:: ACTIVITY ::
Look for "button" in each line of the entries, and return the matching lines.

:: Records from a dataset ::
· · · ·
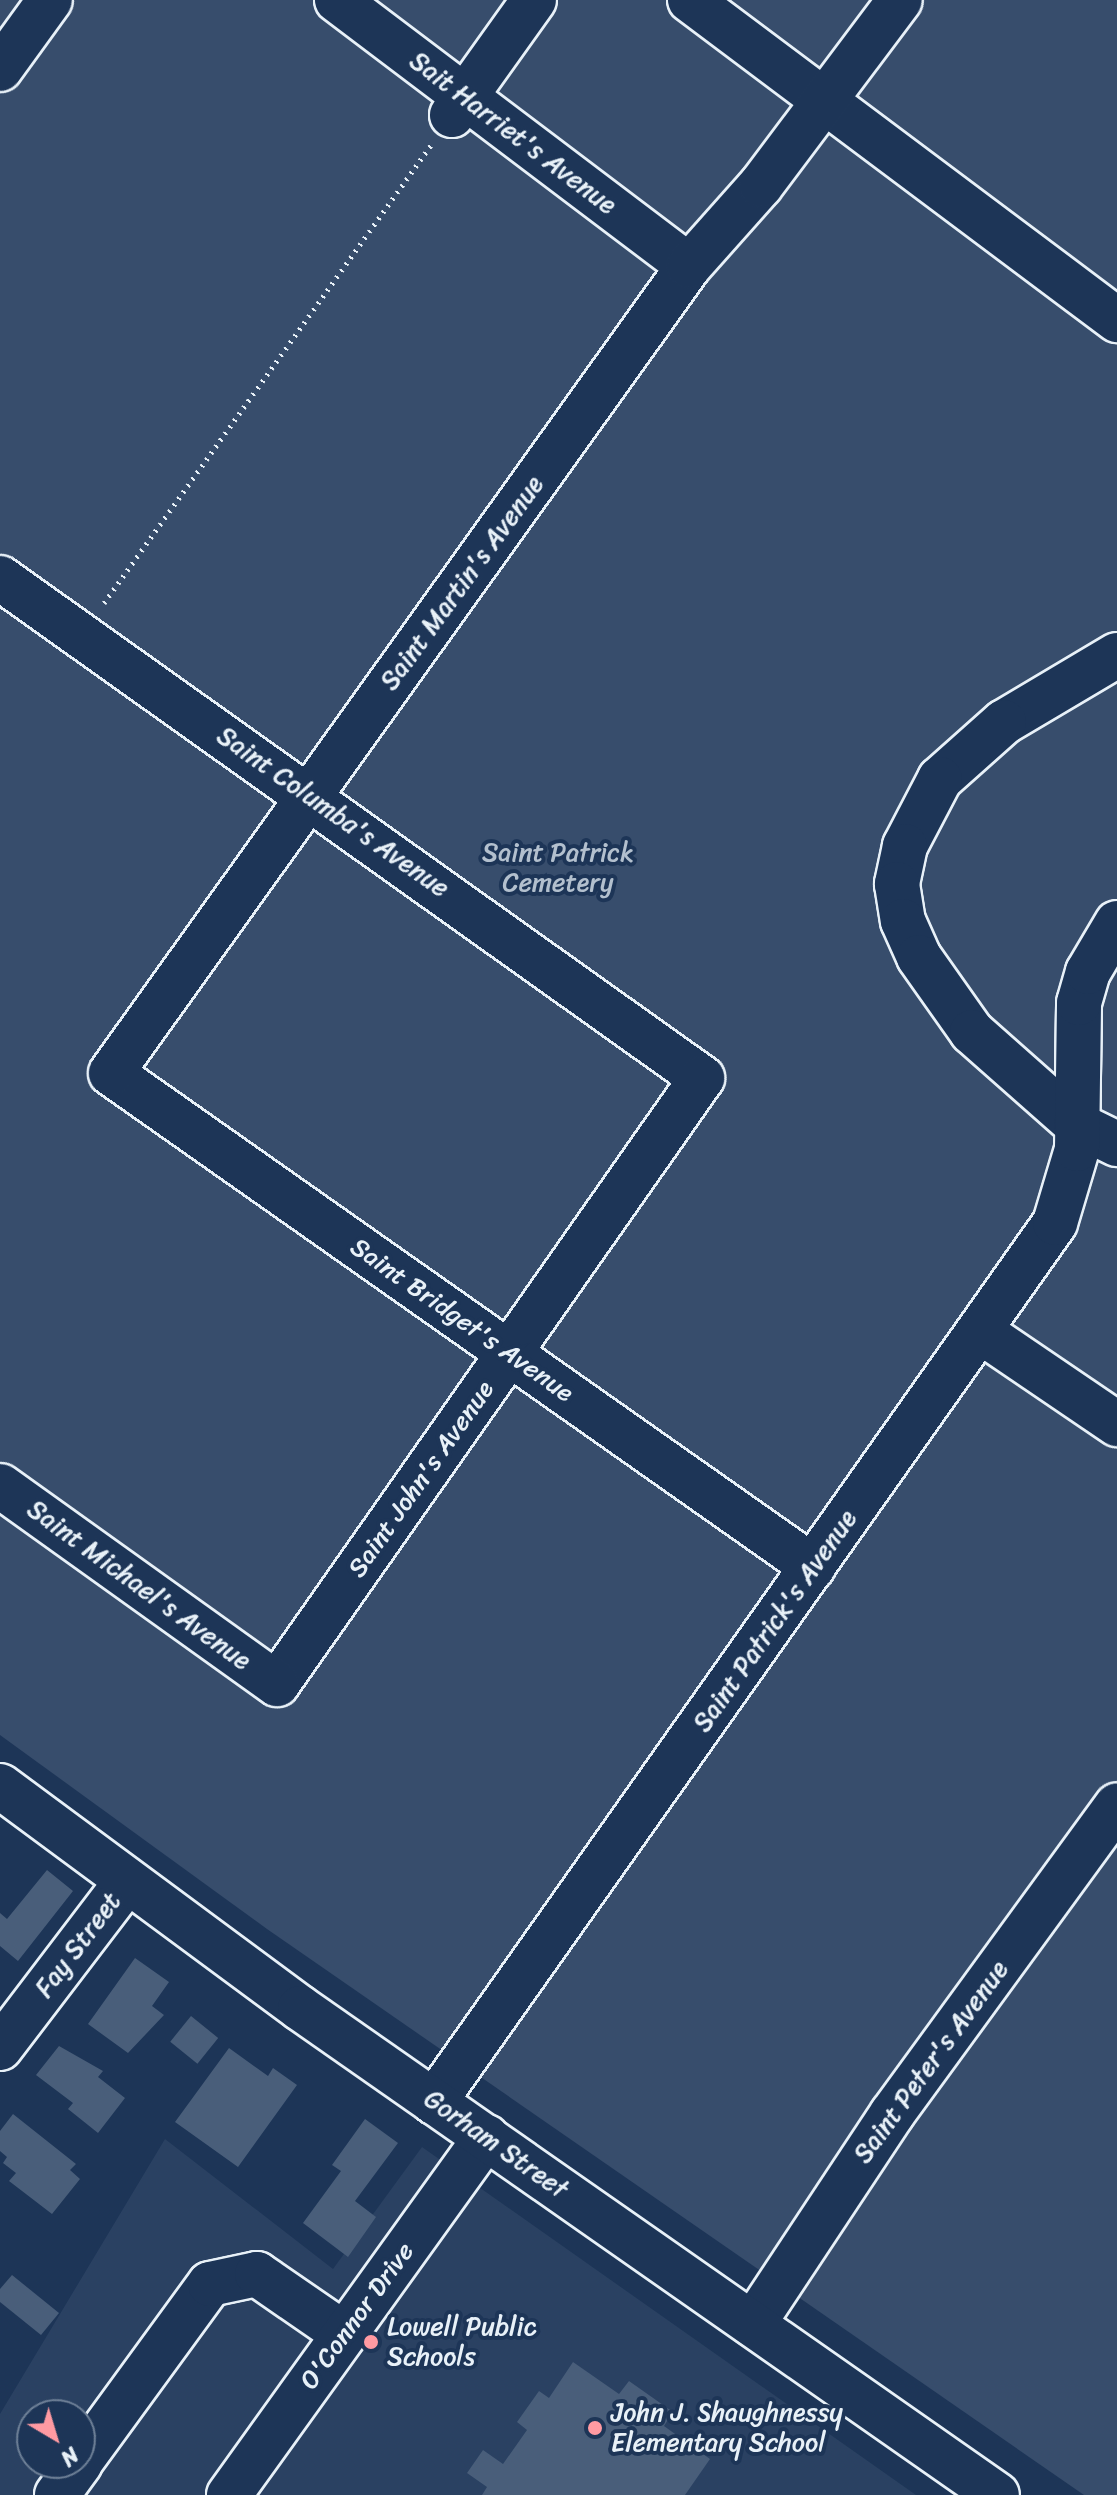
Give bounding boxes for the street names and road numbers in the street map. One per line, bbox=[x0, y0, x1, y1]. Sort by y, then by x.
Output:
street label: Sait Harriet's Avenue bbox=[404, 46, 622, 220]
street label: Saint Martin's Avenue bbox=[374, 470, 550, 696]
street label: Saint Columba's Avenue bbox=[210, 720, 456, 904]
street label: Saint Bridget's Avenue bbox=[344, 1231, 580, 1409]
street label: Saint John's Avenue bbox=[342, 1375, 500, 1583]
street label: Saint Michael's Avenue bbox=[21, 1494, 257, 1676]
street label: Saint Patrick's Avenue bbox=[686, 1504, 864, 1738]
street label: Fay Street bbox=[29, 1886, 127, 2004]
street label: Saint Peter's Avenue bbox=[847, 1954, 1015, 2170]
street label: Gorham Street bbox=[418, 2083, 574, 2205]
street label: O'Connor Drive bbox=[293, 2237, 421, 2395]

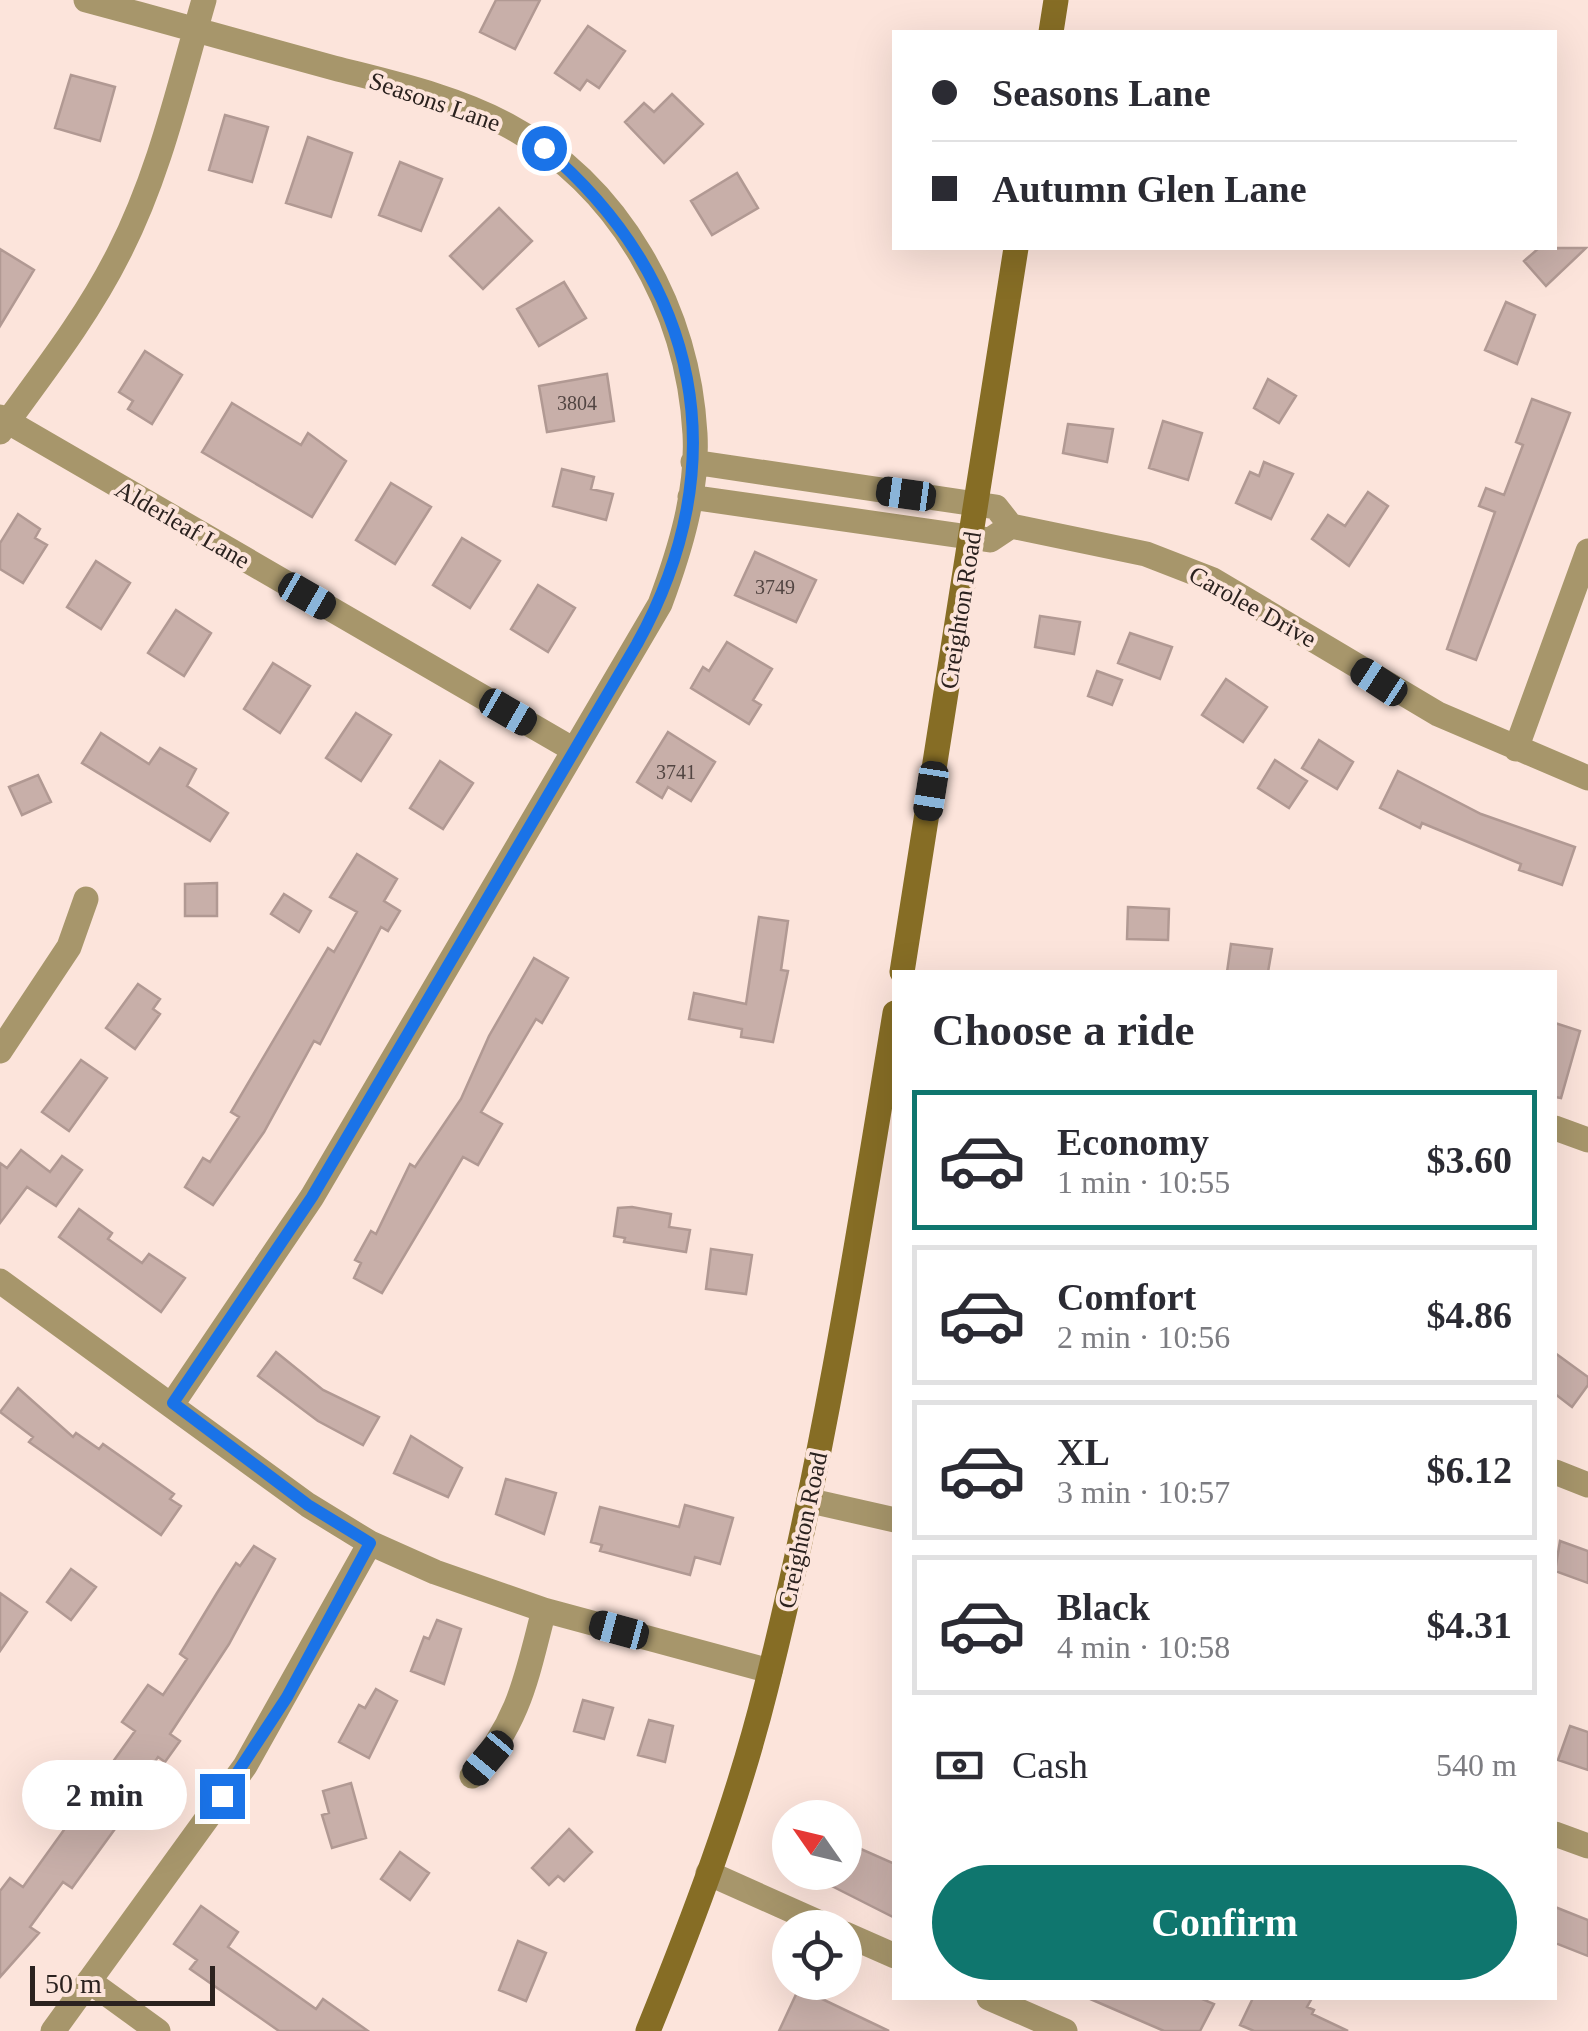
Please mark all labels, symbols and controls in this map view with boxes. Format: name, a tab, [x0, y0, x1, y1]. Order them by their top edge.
street label: Seasons Lane	[366, 66, 504, 137]
text: Seasons Lane	[992, 72, 1211, 114]
route start	[522, 126, 567, 171]
text: Autumn Glen Lane	[992, 168, 1307, 210]
house number: 3804	[557, 392, 597, 414]
street label: Alderleaf Lane	[111, 475, 255, 574]
car	[874, 475, 938, 513]
street label: Creighton Road	[935, 529, 986, 691]
street label: Carolee Drive	[1185, 560, 1321, 652]
car	[274, 568, 340, 624]
house number: 3749	[755, 576, 795, 598]
car	[1346, 653, 1412, 711]
car	[475, 684, 541, 740]
car	[911, 759, 951, 823]
house number: 3741	[656, 761, 696, 783]
text: Choose a ride	[932, 1005, 1195, 1055]
icon: car	[937, 1115, 1027, 1205]
text: Economy	[1057, 1121, 1209, 1163]
text: $3.60	[1427, 1139, 1512, 1181]
text: 1 min · 10:55	[1057, 1164, 1230, 1200]
icon: car	[937, 1270, 1027, 1360]
text: Comfort	[1057, 1276, 1196, 1318]
text: $4.86	[1427, 1294, 1512, 1336]
text: 2 min · 10:56	[1057, 1319, 1230, 1355]
icon: car	[937, 1425, 1027, 1515]
text: XL	[1057, 1431, 1110, 1473]
street label: Creighton Road	[773, 1449, 832, 1611]
text: $6.12	[1427, 1449, 1512, 1491]
text: 3 min · 10:57	[1057, 1474, 1230, 1510]
icon: car	[937, 1580, 1027, 1670]
text: Black	[1057, 1586, 1150, 1628]
text: $4.31	[1427, 1604, 1512, 1646]
car	[586, 1608, 652, 1652]
text: 4 min · 10:58	[1057, 1629, 1230, 1665]
car	[457, 1725, 519, 1791]
icon: cash	[932, 1738, 987, 1793]
text: Cash	[1012, 1744, 1088, 1786]
text: 540 m	[1436, 1747, 1517, 1783]
callout: 2 min	[22, 1761, 187, 1831]
route end	[200, 1774, 245, 1819]
text: 2 min	[66, 1777, 143, 1813]
north arrow	[772, 1800, 862, 1890]
map controls	[772, 1800, 862, 2000]
button: Confirm	[932, 1865, 1517, 1980]
button: locate	[772, 1910, 862, 2000]
scale bar	[30, 1961, 215, 2006]
text: 50 m	[45, 1968, 102, 1999]

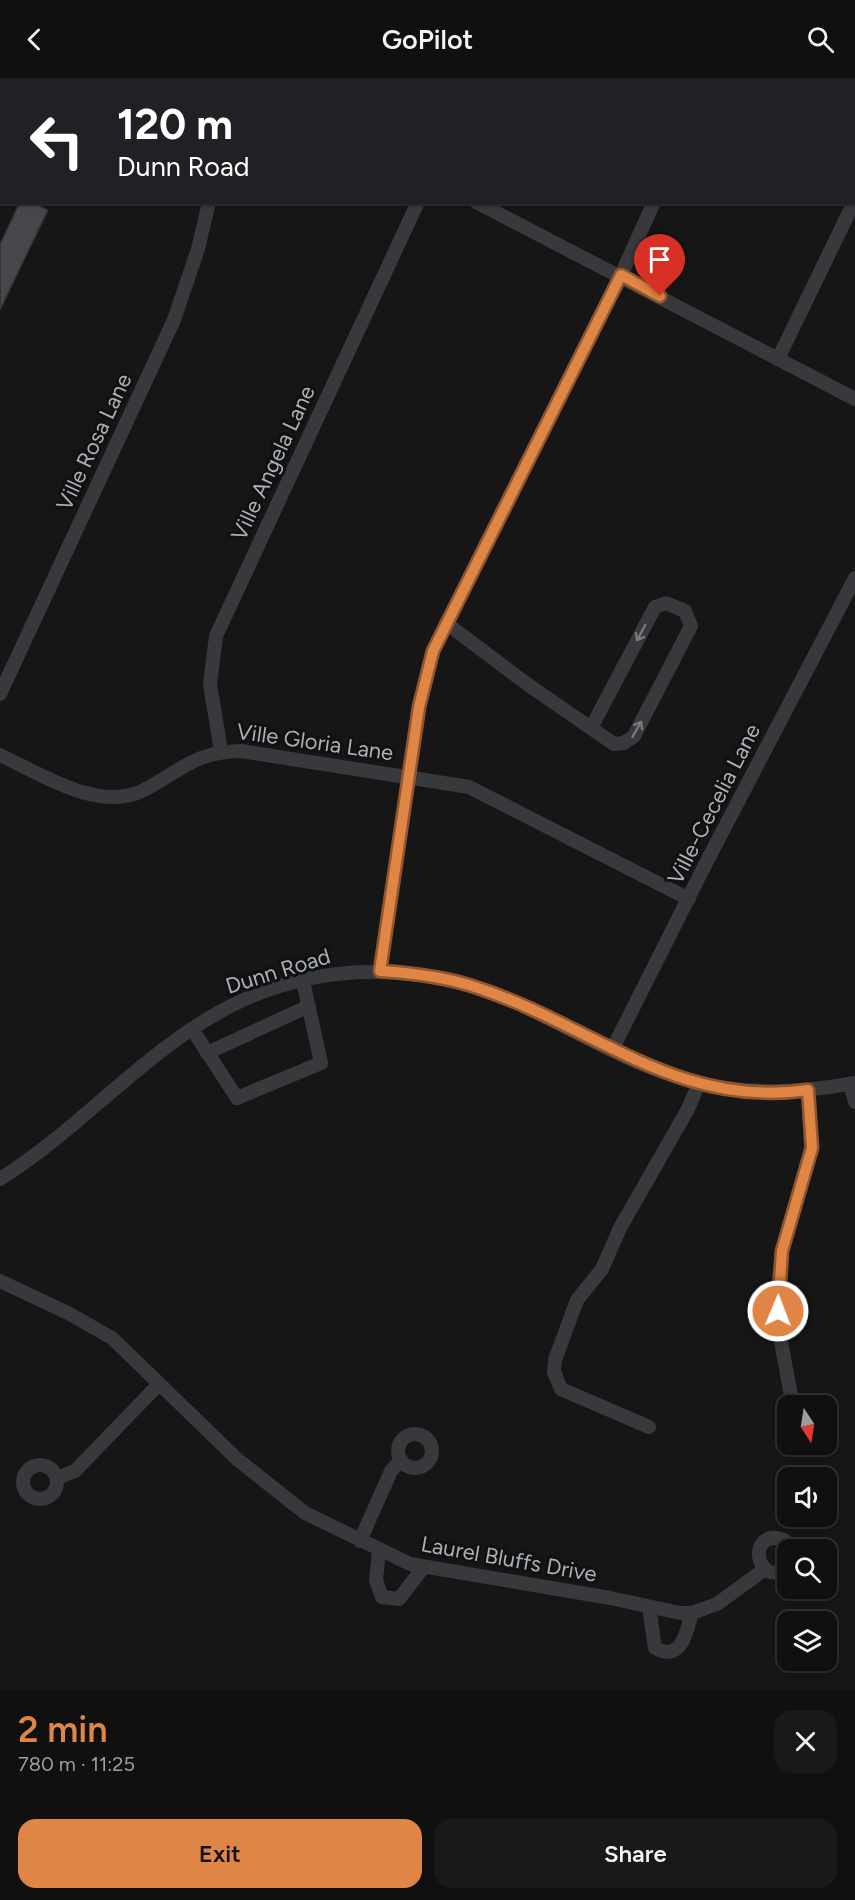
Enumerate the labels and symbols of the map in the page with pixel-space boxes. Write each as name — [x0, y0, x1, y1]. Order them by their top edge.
pin — [634, 234, 685, 296]
street label: Ville Rosa Lane — [51, 369, 137, 515]
street label: Ville Angela Lane — [225, 381, 321, 545]
one-way arrow — [635, 624, 647, 641]
street label: Ville Gloria Lane — [235, 718, 395, 766]
street label: Ville-Cecelia Lane — [662, 719, 766, 889]
one-way arrow — [631, 721, 643, 738]
street label: Dunn Road — [222, 942, 334, 1000]
position arrow — [746, 1279, 810, 1343]
north arrow — [777, 1395, 837, 1455]
street label: Laurel Bluffs Drive — [419, 1530, 599, 1588]

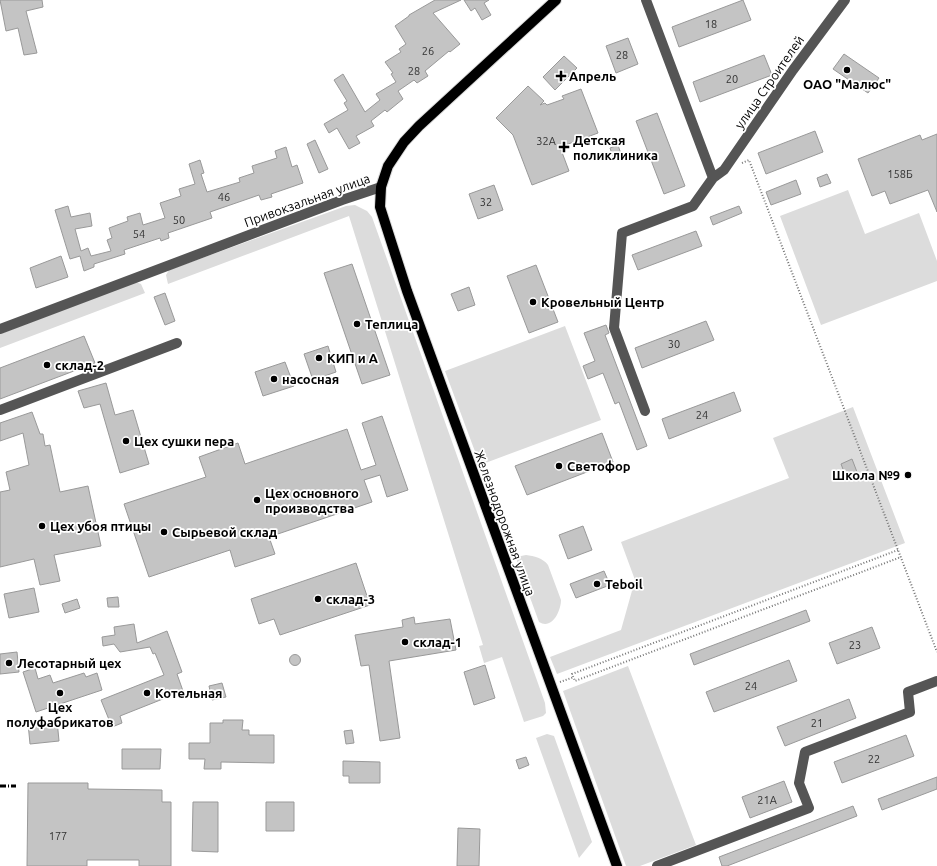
· · · ·
:: ANSWER AREA ::
button: Confirm	[932, 1865, 1517, 1980]
button: locate	[772, 1910, 862, 2000]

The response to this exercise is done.